Photo via Justin Brannan
Councilman Vincent Gentile pictured with Council Speaker Christine Quinn. (Photo via Justin Brannan)

Council Speaker Christine Quinn once enjoyed a comfortable lead in the race to gain the Democratic nomination for mayor. However, her support appears to have evaporated and she now finds herself trailing Public Advocate Bill de Blasio as the primary election nears on September 10. A report by the New York Times is attributing her struggling campaign to her controversial effort to expand mayoral term limits for Michael Bloomberg, a political maneuver that may have included some horsetrading, and that has alienated voters and fellow Council members, including Vincent Gentile.

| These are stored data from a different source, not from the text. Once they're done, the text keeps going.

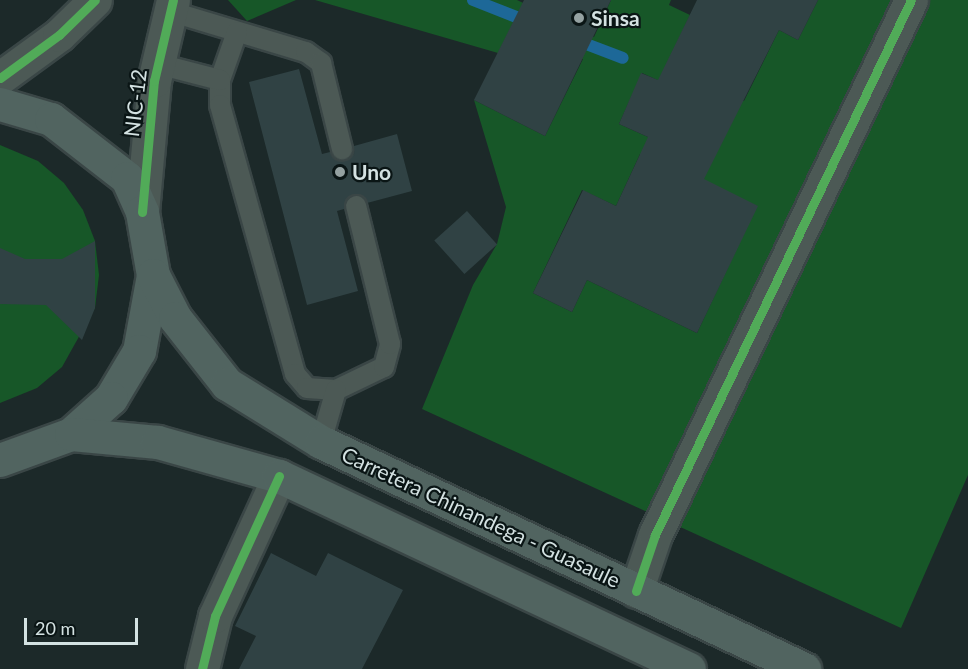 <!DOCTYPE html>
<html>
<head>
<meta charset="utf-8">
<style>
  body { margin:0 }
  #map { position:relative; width:968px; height:669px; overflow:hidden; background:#1c2929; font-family:Lato,sans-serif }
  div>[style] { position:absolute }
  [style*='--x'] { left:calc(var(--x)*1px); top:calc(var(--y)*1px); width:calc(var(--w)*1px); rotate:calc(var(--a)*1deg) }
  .green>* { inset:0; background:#175728 }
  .stream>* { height:12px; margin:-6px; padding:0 6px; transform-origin:6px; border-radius:6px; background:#1d6898 }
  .building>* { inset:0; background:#304244; transform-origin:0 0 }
  .roads { filter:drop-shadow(2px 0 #3a4646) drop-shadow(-2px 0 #3a4646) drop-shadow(0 2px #3a4646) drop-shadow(0 -2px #3a4646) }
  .service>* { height:20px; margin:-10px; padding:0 10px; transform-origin:10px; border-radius:10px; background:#4c5955 }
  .minor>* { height:33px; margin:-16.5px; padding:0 16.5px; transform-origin:16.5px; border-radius:16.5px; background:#4c5955 }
  .tertiary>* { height:33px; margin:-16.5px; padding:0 16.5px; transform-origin:16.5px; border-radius:16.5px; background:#4c5955 }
  .trunk>* { height:33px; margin:-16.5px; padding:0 16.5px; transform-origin:16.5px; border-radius:16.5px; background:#516460 }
  .cycleway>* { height:9px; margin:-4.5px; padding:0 4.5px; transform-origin:4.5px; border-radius:4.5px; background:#51ab58 }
  .dots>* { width:16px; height:16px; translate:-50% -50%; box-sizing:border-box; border:3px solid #0a1515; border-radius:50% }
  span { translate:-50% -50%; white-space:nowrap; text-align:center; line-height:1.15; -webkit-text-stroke:4.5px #0a1515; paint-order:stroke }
  .poi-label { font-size:21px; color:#d4e2e2; font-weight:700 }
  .left { translate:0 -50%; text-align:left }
  .street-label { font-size:21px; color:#d4e2e2 }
  .scale { position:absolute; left:24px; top:618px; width:114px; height:27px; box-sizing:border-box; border:3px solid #d4e2e2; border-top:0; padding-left:8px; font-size:18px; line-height:21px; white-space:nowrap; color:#d4e2e2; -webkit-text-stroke:4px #0a1515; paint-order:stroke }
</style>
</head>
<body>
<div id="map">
  <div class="green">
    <div style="clip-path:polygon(228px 0,296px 0,247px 21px)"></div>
    <div style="clip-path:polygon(evenodd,315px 0,517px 0,594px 37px,611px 0,671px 0,669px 5px,690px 15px,667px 63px,744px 101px,779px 30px,798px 40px,818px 0,968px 0,968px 475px,901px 628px,422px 409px,473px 285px,497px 244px,506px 207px,474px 100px,545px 136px,583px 59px,513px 23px,498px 53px,315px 0,642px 73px,732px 114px,710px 165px,619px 124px,642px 73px,315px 0,640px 154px,757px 206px,697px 333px,587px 280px,572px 312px,533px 293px,582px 190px,616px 206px,640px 154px)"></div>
    <div style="clip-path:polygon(0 145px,38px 161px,64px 183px,83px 210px,95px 241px,99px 275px,95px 308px,62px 367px,37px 388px,0 403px)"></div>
  </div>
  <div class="stream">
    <div style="--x:473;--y:0;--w:60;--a:21.4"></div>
    <div style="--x:573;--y:39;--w:53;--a:20.8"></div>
  </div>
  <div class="building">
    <div style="clip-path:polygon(524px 0,611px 0,545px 136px,474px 100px)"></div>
    <div style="clip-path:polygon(697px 0,818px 0,798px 40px,779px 30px,704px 179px,758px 206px,697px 333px,587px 280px,572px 312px,533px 293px,583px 190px,616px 206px,648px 137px,619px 124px,641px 73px,658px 80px)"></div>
    <div style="clip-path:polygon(299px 69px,322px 154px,330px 152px,345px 160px,354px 146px,397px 134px,412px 191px,367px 203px,359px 194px,347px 198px,344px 209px,337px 211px,358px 291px,307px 305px,249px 82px)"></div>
    <div style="left:467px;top:211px;width:45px;height:44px;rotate:48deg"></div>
    <div style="clip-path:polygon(95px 241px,95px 308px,82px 340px,46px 305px,0 304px,0 248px,25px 259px,62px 259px)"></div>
    <div style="clip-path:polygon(271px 553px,316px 576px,328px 553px,403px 590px,362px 669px,239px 669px,256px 636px,235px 626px)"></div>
  </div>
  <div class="roads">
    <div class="service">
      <div style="--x:169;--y:11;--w:143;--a:16.7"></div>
      <div style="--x:306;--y:52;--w:19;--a:36"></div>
      <div style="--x:321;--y:63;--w:89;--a:76.3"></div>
      <div style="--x:237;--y:32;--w:51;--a:109.5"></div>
      <div style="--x:220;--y:80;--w:25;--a:90"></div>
      <div style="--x:220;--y:105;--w:279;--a:74.4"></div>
      <div style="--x:295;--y:374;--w:18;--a:49"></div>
      <div style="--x:307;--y:388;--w:29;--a:4"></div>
      <div style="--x:336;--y:390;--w:53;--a:-25.6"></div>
      <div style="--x:384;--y:367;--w:24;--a:-75"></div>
      <div style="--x:390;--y:344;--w:142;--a:-103.8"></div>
      <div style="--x:158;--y:64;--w:64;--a:14.5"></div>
      <div style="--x:321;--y:442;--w:54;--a:-73.9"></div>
    </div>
    <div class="minor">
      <div style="--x:636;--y:591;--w:59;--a:-71.3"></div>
      <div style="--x:655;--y:535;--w:593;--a:-64.43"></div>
      <div style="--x:202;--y:669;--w:55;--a:-76.2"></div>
      <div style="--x:215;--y:616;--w:154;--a:-65.4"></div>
    </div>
    <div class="tertiary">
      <div style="--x:0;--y:78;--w:73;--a:-36.1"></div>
      <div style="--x:59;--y:35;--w:50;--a:-44.2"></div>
      <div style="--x:142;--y:212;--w:132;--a:-84.8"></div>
      <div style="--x:154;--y:81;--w:83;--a:-76.8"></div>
    </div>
    <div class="trunk">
      <div style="--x:0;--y:104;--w:53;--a:16.4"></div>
      <div style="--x:51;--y:119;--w:96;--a:37.8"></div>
      <div style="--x:127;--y:178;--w:37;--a:66"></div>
      <div style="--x:142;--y:212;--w:64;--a:80.1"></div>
      <div style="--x:153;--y:275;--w:77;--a:100.4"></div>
      <div style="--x:139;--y:351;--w:55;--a:120.8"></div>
      <div style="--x:111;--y:398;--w:54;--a:138"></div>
      <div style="--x:71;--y:434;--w:76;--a:159.9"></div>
      <div style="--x:153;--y:275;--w:48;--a:62.9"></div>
      <div style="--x:175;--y:318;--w:84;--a:51.8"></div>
      <div style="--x:227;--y:384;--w:110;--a:31.7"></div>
      <div style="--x:321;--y:442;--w:534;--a:25.17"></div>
      <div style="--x:71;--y:434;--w:87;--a:5.3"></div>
      <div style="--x:158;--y:442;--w:126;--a:15.7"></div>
      <div style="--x:279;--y:476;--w:453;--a:25.2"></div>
    </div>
  </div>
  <div class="cycleway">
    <div style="--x:0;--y:78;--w:73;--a:-36.1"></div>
    <div style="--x:59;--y:35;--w:50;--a:-44.2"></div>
    <div style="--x:142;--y:212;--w:132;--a:-84.8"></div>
    <div style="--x:154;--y:81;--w:83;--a:-76.8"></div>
    <div style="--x:636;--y:591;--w:59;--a:-71.3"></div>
    <div style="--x:655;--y:535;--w:593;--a:-64.43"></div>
    <div style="--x:202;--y:669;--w:55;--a:-76.2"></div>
    <div style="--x:215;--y:616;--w:154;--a:-65.4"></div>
  </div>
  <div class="dots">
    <div style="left:579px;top:18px;background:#94a1a1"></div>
    <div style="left:340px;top:172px;background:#94a1a1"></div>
  </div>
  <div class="poi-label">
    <span class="left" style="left:591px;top:18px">Sinsa</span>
    <span class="left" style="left:352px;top:172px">Uno</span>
  </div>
  <div class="street-label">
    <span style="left:135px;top:103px;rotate:-83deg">NIC-12</span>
    <span style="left:481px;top:517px;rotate:25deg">Carretera Chinandega - Guasaule</span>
  </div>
  <div class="scale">20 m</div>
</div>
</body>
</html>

The Times described how Quinn’s problems began in 2007 when, as Council Speaker, she initially expressed an adamant opposition to expanding term limits:

“I am today taking a firm and final position,” she declared. “I will not support the repeal or change of term limits through any mechanism, and I will oppose aggressively any attempt by anyone to make any changes in the term limits law.”
The next 314 days turned an implacable opponent of tossing out the law into a primary architect of its dismantling.
It is an about-face that haunts her still.
An angry public has viewed Ms. Quinn’s decision to undo the law as a back-room deal — a simple tit-for-tat that guaranteed Mayor Michael R. Bloomberg a third term in exchange for his blessing for her own eventual bid for City Hall.
But a close-in examination suggests that her reversal was an act more of self-preservation than of favor-trading, driven by intersecting motivations: avoiding the wrath of term-limited Council members who could undermine her speakership, distancing herself from an embarrassing scandal over City Council budgeting that had damaged her own mayoral prospects and, above all, protecting a political identity that hinged on a working partnership with the popular Mr. Bloomberg.

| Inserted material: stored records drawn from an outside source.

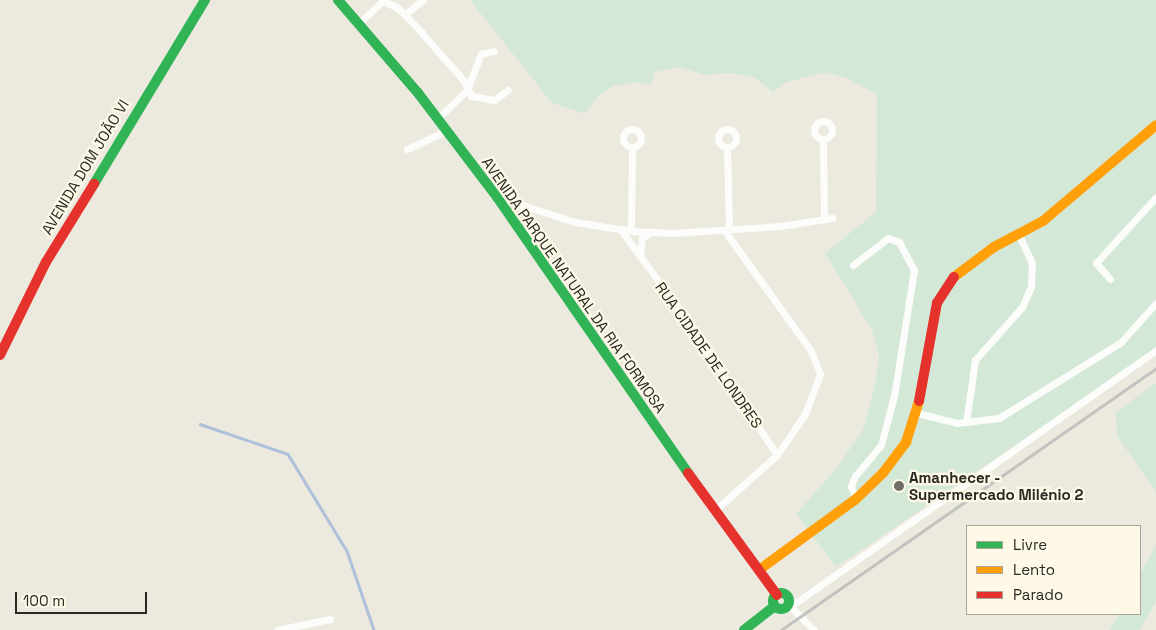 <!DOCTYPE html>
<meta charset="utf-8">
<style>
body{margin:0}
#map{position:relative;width:1156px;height:630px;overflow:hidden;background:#ece9df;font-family:"Space Grotesk",sans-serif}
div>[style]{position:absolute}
.green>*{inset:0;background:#d4e8d8}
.stream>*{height:2.5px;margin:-1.25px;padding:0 1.25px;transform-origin:1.25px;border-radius:1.25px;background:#afc1da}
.street>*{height:7px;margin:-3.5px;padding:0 3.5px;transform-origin:3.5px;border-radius:3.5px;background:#fcfcfa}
.street>.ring{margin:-3.5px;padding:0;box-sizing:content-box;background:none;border:7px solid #fcfcfa;border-radius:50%}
.fast>*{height:10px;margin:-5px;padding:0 5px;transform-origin:5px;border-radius:5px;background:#30b455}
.fast>.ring{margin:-5px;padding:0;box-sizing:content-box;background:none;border:10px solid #30b455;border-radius:50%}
.slow>*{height:10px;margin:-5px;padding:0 5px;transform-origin:5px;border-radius:5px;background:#ff9f0a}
.jam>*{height:10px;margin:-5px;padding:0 5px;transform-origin:5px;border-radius:5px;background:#e5322d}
.rail>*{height:2.5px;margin:-1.25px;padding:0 1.25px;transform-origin:1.25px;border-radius:1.25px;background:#c2c2c0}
.dots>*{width:14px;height:14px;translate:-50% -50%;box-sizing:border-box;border:2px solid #fef9e7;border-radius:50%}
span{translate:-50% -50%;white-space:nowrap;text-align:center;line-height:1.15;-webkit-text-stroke:4.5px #fef9e7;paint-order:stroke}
.street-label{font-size:15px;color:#2a2822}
.poi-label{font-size:15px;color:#2a2822;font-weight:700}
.left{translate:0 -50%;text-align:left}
.legend{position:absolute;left:966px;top:525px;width:175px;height:90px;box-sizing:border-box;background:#fef9e7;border:1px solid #a9a598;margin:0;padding:6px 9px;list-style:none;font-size:15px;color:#2a2822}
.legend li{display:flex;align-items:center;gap:10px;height:25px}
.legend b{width:25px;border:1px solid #a9a598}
.scale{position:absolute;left:15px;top:592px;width:132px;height:22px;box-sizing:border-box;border:2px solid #2a2822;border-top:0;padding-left:6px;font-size:15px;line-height:18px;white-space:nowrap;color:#2a2822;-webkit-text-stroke:4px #fef9e7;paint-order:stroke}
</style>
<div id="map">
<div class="green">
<i style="clip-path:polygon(470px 0,1156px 0,1156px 350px,836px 567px,796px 514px,836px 469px,863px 430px,875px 384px,879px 355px,872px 330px,825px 253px,876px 212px,877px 95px,849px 79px,826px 72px,787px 82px,773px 92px,755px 78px,732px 73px,706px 75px,679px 67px,655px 72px,651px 85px,636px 82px,613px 86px,597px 97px,585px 114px,552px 103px)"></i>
<i style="clip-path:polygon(1156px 383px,1156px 492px,1117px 436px,1116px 412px)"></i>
<i style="clip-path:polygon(1156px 544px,1156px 601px,1140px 630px,1110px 630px,1119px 614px,1140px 614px,1140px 575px)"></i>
</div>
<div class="stream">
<i style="left:200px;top:424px;width:93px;rotate:18.8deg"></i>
<i style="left:288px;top:454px;width:114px;rotate:58.7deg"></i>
<i style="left:347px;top:551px;width:83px;rotate:71.1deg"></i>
</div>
<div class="street">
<i style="left:405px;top:14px;width:23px;rotate:-38deg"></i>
<i style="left:358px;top:24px;width:34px;rotate:-43deg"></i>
<i style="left:383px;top:1px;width:17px;rotate:25deg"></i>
<i style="left:398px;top:8px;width:35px;rotate:46deg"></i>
<i style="left:422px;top:33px;width:64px;rotate:48.8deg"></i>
<i style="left:464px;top:81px;width:17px;rotate:65deg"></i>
<i style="left:471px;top:96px;width:23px;rotate:10deg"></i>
<i style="left:494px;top:100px;width:17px;rotate:-36deg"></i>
<i style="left:437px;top:119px;width:42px;rotate:-44deg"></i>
<i style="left:467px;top:90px;width:39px;rotate:-69deg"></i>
<i style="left:481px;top:54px;width:13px;rotate:-13deg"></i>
<i class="ring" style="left:814px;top:121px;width:11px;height:11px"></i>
<i class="ring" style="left:623px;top:129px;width:11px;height:11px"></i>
<i class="ring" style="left:718px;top:129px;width:11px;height:11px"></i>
<i style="left:823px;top:139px;width:80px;rotate:89.3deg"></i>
<i style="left:727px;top:147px;width:82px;rotate:88.6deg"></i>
<i style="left:407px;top:149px;width:43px;rotate:-24.8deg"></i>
<i style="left:497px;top:197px;width:82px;rotate:17.8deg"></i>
<i style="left:575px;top:222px;width:57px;rotate:9.1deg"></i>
<i style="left:631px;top:231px;width:42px;rotate:2.7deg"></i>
<i style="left:673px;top:233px;width:107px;rotate:-3.7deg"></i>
<i style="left:780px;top:226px;width:53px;rotate:-8.7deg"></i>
<i style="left:620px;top:229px;width:106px;rotate:53.5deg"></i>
<i style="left:683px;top:314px;width:169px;rotate:56.3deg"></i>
<i style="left:631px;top:231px;width:84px;rotate:-89.3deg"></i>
<i style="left:640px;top:256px;width:18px;rotate:-84deg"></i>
<i style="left:642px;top:238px;width:11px;rotate:-34deg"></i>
<i style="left:853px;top:265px;width:44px;rotate:-37.6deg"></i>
<i style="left:888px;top:238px;width:12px;rotate:20deg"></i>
<i style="left:899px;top:242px;width:32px;rotate:62deg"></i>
<i style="left:914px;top:270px;width:128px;rotate:99deg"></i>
<i style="left:894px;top:396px;width:51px;rotate:104.9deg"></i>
<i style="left:881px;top:445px;width:40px;rotate:130deg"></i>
<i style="left:855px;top:476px;width:11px;rotate:112deg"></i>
<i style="left:851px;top:486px;width:14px;rotate:69deg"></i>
<i style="left:1110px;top:279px;width:21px;rotate:-131deg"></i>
<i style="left:1096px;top:263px;width:89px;rotate:-47.7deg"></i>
<i style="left:917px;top:413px;width:41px;rotate:14deg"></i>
<i style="left:957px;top:423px;width:42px;rotate:-6.8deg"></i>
<i style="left:999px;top:418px;width:144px;rotate:-31.9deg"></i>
<i style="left:1121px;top:342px;width:52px;rotate:-48.1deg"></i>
<i style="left:966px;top:422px;width:63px;rotate:-81.7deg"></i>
<i style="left:975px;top:360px;width:71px;rotate:-48.4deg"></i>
<i style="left:1022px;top:307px;width:22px;rotate:-66deg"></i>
<i style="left:1031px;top:287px;width:24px;rotate:-88deg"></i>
<i style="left:1032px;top:263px;width:31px;rotate:-115deg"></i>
<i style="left:714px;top:511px;width:84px;rotate:-41.6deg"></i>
<i style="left:777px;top:455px;width:50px;rotate:-55.7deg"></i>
<i style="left:805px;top:414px;width:43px;rotate:-69.4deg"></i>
<i style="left:820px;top:374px;width:25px;rotate:-111deg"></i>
<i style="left:811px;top:351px;width:149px;rotate:-125.7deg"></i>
<i style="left:788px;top:604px;width:37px;rotate:45deg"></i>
<i style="left:791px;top:606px;width:446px;rotate:-35deg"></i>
<i style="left:277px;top:630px;width:54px;rotate:-11.7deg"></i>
</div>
<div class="fast">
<i style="left:338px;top:0;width:123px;rotate:49.3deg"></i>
<i style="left:418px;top:93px;width:131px;rotate:52.8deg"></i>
<i style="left:497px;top:197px;width:336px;rotate:55.3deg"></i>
<i style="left:94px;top:184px;width:215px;rotate:-58.9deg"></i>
<i class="ring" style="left:773px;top:593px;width:6px;height:6px"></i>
<i style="left:744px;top:630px;width:39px;rotate:-38deg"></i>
</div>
<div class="slow">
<i style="left:954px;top:277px;width:50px;rotate:-36.9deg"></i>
<i style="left:994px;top:247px;width:55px;rotate:-28deg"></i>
<i style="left:1043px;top:221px;width:148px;rotate:-40.3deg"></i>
<i style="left:759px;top:570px;width:120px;rotate:-36.2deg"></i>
<i style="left:856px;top:499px;width:37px;rotate:-44deg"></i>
<i style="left:883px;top:473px;width:39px;rotate:-53deg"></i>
<i style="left:906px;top:442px;width:43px;rotate:-72.4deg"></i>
</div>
<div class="jam">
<i style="left:0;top:355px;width:104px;rotate:-63.7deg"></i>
<i style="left:46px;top:262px;width:92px;rotate:-58.4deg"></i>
<i style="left:919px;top:401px;width:100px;rotate:-79.6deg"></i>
<i style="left:937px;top:303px;width:31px;rotate:-57deg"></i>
<i style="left:688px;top:473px;width:151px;rotate:53.9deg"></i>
</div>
<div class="rail">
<i style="left:781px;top:630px;width:457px;rotate:-34.9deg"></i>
</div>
<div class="dots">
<i style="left:899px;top:486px;background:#6e6c64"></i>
</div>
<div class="street-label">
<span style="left:85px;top:167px;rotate:-59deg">AVENIDA DOM JOÃO VI</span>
<span style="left:574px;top:285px;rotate:55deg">AVENIDA PARQUE NATURAL DA RIA FORMOSA</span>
<span style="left:709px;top:355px;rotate:55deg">RUA CIDADE DE LONDRES</span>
</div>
<div class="poi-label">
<span class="left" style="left:909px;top:486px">Amanhecer -<br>Supermercado Milénio 2</span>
</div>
<ul class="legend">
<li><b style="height:6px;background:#30b455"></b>Livre</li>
<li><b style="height:6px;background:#ff9f0a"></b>Lento</li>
<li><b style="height:6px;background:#e5322d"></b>Parado</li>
</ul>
<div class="scale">100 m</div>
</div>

Whatever the reason that caused Quinn to reverse herself on the issue of term limits, it has not sat well with Democratic voters. A joint New York Times and Sienna College Poll conducted recently found that nearly two thirds of Democratic voters were against expanding term limits and, worse for Quinn, 54 percent of voters had an unfavorable view of the Council Speaker.

Quinn’s effort to score Bloomberg another term also left many political allies burned in its wake. The Times described how Gentile was punished for not going along with Quinn’s measure:

A few weeks before the Council voted on the issue, Ms. Quinn sought to persuade Councilman Vincent J. Gentile of Brooklyn, a Democrat, over coffee at a Manhattan diner. During the conversation, the speaker reminded him that she would soon select chairmen for legislative committees, coveted assignments in the Council, according to people with knowledge of the meeting.
“Decisions have to be made,” she told Mr. Gentile, one of the people said.
After Mr. Gentile voted against overturning term limits, Ms. Quinn denied him prestigious chairmanships, leaving him with a lesser post overseeing libraries. “It was carrot-and-stick at epic proportions,” said Councilman James S. Oddo, Republican of Staten Island, who opposed the change in term limits.
Ms. Quinn confirmed that she had lobbied Mr. Gentile at the diner, but said she could not recall mentioning committee chairmanships.

It should come as no surprise that Gentile is now backing de Blasio’s campaign, although he’s also seeking a third term in office.